Extract the lines from the first one in the records below through the line containing "2px #fff) drop-shadow(0", keeping both ends and leaving out any pictures.
===== Provided entries =====
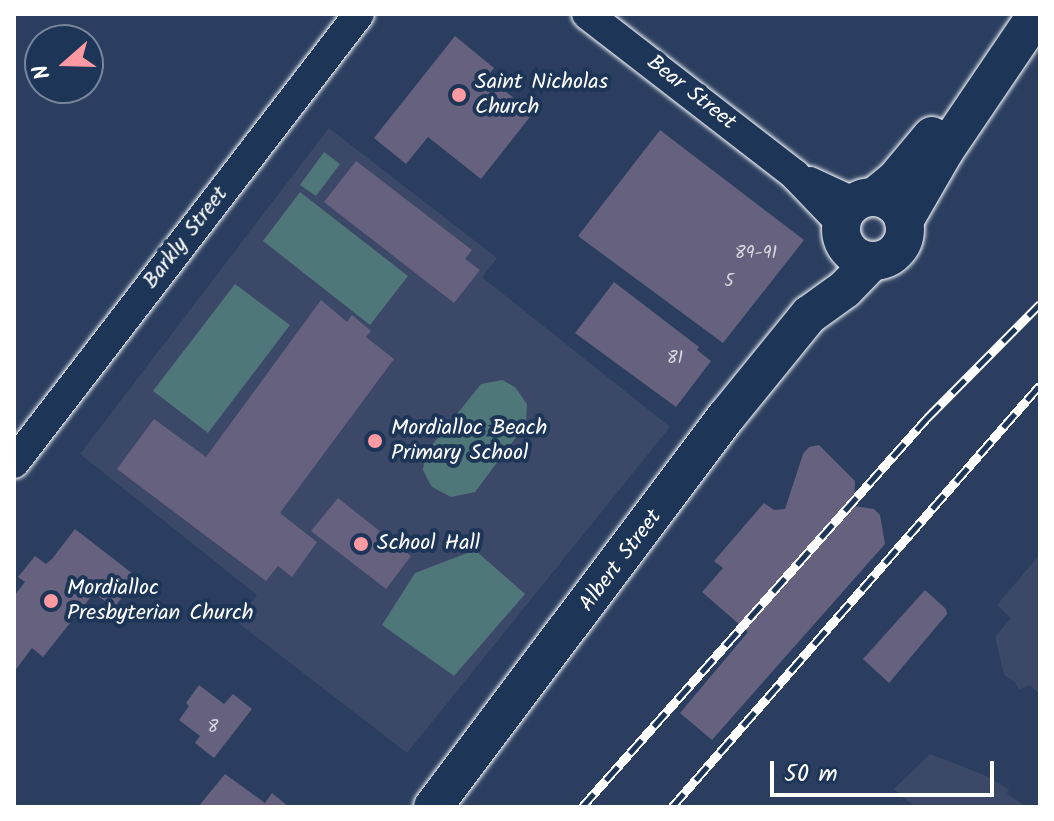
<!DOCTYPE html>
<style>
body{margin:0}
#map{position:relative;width:1054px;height:821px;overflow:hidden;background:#2b3e5f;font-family:Kalam,sans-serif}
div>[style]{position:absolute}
.built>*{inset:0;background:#3c4868}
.green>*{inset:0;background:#4f7679}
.building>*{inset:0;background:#65617e}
.roads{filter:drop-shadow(0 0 2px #fff) drop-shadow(0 0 2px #fff)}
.minor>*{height:30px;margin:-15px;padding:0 15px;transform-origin:15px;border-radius:15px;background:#1d3557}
.tertiary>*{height:38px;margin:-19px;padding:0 19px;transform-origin:19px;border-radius:19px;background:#1d3557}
.tertiary>.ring{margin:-19px;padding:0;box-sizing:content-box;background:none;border:38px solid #1d3557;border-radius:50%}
.rail>*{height:9px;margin-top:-4.5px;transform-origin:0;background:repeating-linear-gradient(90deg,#1d3557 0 18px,#fff 0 36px);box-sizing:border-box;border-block:2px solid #fff}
.dots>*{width:22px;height:22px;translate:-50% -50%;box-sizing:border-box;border:4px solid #1d3557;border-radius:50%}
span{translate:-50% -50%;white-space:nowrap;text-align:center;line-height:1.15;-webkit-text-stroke:8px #1d3557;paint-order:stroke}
.number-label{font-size:18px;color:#d8d8df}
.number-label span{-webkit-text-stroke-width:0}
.poi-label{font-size:22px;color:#fff}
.left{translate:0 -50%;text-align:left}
.street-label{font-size:22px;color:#fff}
.frame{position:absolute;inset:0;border:16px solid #fff;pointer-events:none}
.north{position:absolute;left:24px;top:24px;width:80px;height:80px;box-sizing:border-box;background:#1d3557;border:2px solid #77869a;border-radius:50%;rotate:250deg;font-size:22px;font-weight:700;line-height:32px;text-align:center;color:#fff}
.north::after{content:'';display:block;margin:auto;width:28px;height:36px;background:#ff9aa2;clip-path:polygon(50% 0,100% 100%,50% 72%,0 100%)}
.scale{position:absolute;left:770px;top:761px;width:224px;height:36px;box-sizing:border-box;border:4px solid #fff;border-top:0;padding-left:10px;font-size:24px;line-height:28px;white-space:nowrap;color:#fff;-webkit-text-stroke:6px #1d3557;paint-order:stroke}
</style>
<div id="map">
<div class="built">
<div style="clip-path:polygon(329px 128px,497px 258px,482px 277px,670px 427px,407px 753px,237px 622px,257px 595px,80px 454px)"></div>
<div style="clip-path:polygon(1040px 554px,1040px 694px,1029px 685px,1019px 690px,1015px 682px,1004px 675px,995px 637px,1011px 618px,997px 605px)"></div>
<div style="clip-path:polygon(930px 754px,984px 775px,1009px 789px,1007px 794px,1027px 807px,915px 807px,894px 789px)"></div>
</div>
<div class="green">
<div style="clip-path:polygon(324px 152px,340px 164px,316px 196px,300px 185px)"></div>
<div style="clip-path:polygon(300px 192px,408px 276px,370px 325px,263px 241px)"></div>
<div style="clip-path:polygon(235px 284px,290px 325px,208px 433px,153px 391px)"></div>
<div style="clip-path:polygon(502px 380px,515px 387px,527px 404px,526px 424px,475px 492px,451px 497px,432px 487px,428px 480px,423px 470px,425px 454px,481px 384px)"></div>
<div style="clip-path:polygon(475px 550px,525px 594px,454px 676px,382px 625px,415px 573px)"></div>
</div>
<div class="building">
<div style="clip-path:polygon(455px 36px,494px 68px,487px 77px,533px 113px,481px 179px,428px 137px,406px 164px,374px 138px)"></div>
<div style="clip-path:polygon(660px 130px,804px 240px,723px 343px,578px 236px)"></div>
<div style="clip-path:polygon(356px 161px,472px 250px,465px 259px,480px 270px,454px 303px,324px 202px)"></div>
<div style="clip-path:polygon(614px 282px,699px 347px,697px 350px,711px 361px,676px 407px,575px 333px)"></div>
<div style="clip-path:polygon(321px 300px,347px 322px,352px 315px,371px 331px,366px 337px,394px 359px,280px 513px,317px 542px,292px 577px,278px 566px,266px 581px,117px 469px,154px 419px,206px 457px)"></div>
<div style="clip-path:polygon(819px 445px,855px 481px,854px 506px,874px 509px,880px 515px,885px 544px,712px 740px,680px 713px,748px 632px,702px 592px,723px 568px,714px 561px,764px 503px,774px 510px,785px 509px,803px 454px,809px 447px)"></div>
<div style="clip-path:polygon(338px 498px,411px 556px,386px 589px,311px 531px)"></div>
<div style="clip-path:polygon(75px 529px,137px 577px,114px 608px,94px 593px,43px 657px,32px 648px,14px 672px,14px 596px,25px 582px,18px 577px,35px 556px,46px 564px,52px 559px)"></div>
<div style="clip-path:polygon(925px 590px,946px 609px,947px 614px,889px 683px,863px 659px)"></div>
<div style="clip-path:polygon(199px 685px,224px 704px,233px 694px,252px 709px,214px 758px,195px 743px,200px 736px,179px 720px,189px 706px,186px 703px)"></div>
<div style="clip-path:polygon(225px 774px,265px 803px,272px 793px,289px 807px,198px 807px)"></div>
</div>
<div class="roads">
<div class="minor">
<div style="left:587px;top:14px;width:262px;rotate:37.7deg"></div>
<div style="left:794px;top:174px;width:69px;rotate:46.2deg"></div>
<div style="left:810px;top:182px;width:50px;rotate:25deg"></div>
<div style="left:14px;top:463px;width:566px;rotate:-52.46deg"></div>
</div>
<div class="tertiary">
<div style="left:874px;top:197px;width:28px;rotate:-39deg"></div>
<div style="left:896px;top:179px;width:56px;rotate:-50.1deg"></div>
<div class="ring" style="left:841px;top:197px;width:26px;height:26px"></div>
<div style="left:904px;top:221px;width:82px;rotate:-60deg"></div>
<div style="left:945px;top:150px;width:164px;rotate:-55.9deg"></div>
<div style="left:433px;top:807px;width:488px;rotate:-53.1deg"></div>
<div style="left:726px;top:417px;width:132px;rotate:-50.9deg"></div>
<div style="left:809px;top:315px;width:44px;rotate:-35.8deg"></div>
<div style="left:845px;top:289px;width:39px;rotate:-46deg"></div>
</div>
</div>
<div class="rail">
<div style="left:582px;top:807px;width:520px;rotate:-48.43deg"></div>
<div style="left:927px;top:418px;width:161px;rotate:-45.3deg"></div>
<div style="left:672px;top:807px;width:560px;rotate:-48.91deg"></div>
</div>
<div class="dots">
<div style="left:459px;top:95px;background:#ff9aa2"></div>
<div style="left:375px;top:441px;background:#ff9aa2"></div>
<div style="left:361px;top:544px;background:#ff9aa2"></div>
<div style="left:51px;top:601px;background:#ff9aa2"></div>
</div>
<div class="number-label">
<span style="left:756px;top:254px">89-91</span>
<span style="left:729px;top:282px">5</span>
<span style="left:675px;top:359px">81</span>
<span style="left:213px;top:728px">8</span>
</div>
<div class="poi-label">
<span class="left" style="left:475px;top:95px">Saint Nicholas<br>Church</span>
<span class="left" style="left:391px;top:441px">Mordialloc Beach<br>Primary School</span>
<span class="left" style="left:377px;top:544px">School Hall</span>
<span class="left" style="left:67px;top:601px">Mordialloc<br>Presbyterian Church</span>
</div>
<div class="street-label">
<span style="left:691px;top:93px;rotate:38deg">Bear Street</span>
<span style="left:186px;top:238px;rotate:-52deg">Barkly Street</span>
<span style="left:621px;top:561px;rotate:-53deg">Albert Street</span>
</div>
<div class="frame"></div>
<div class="north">N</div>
<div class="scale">50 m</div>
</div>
=====
● Worked solution:
<!DOCTYPE html>
<style>
body{margin:0}
#map{position:relative;width:1054px;height:821px;overflow:hidden;background:#2b3e5f;font-family:Kalam,sans-serif}
div>[style]{position:absolute}
.built>*{inset:0;background:#3c4868}
.green>*{inset:0;background:#4f7679}
.building>*{inset:0;background:#65617e}
.roads{filter:drop-shadow(0 0 2px #fff) drop-shadow(0 0 2px #fff)}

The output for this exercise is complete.